Montag, 11.03.2024, 14:50 Uhr|zuletzt aktualisiert: Montag, 11.03.2024, 14:51 Uhr Lesedauer: 5 Minuten |
Alltag bei der Familie Meyer zur Müdehorst in Heiligenberg unweit des Bodensees: Teetassen stehen auf dem Esstisch, im Hintergrund ist ein Regal voll mit Spielen. Aime und Sohel (Namen von der Redaktion geändert) entscheiden sich an diesem trüben Märznachmittag mit ihren zwei Gastgeschwistern für Uno. Hund Betty darf zuschauen.
Seit vergangenem Jahr leben die beiden 16-Jährigen im gelben Haus von Bärbel und Holger Meyer zur Müdehorst. Das Paar führt einen landwirtschaftlichen Betrieb mit Milchkühen im Bodenseekreis. Zwei leibliche Kinder, ein Pflegesohn und zwei Hunde gehörten schon zur Familie, als Aime und Sohel dazukamen.

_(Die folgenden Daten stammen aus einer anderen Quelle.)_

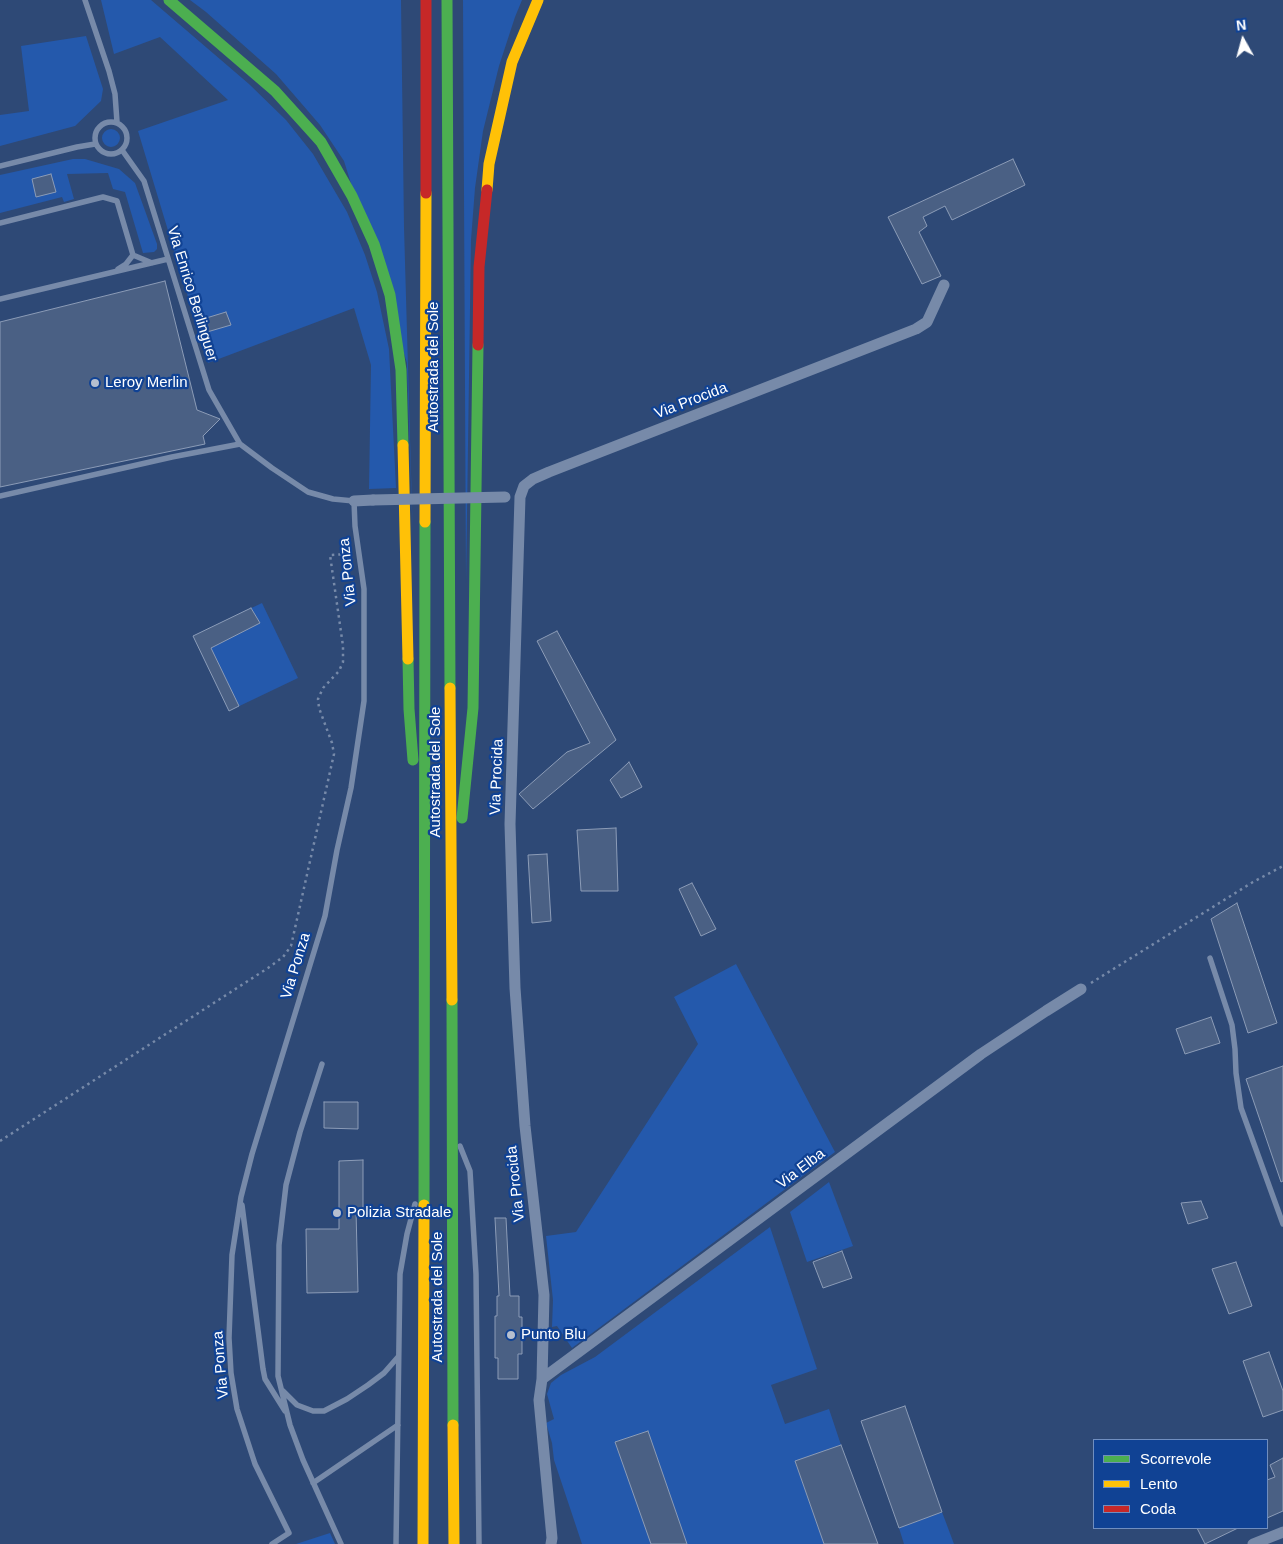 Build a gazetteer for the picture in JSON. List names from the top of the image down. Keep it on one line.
{"streets":{"highway":["Autostrada del Sole"],"street":["Via Procida","Via Elba"],"lane":["Via Enrico Berlinguer","Via Ponza"]},"crossings":[["Via Procida","Via Elba"]],"places":["Leroy Merlin","Polizia Stradale","Punto Blu"],"legend":["Scorrevole","Lento","Coda"],"north":"top"}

„Wir haben für beide Kinder eine Collage gemacht mit Bildern ihrer Familie und der Herkunft. Es gibt auch schwierige Hintergründe“, sagt die 48 Jahre alte Pflegemutter. Aime sei vor fast einem Jahr aus Burundi nach Deutschland geflohen. Das Mädchen habe sich allein auf den Weg gemacht, was eher selten sei. Ihre Flucht sei schlimm gewesen. Sohel sei im Dezember 2022 aus Afghanistan gekommen. Seine Familie sei in dem Land geblieben. Kontakt halte er über das Smartphone.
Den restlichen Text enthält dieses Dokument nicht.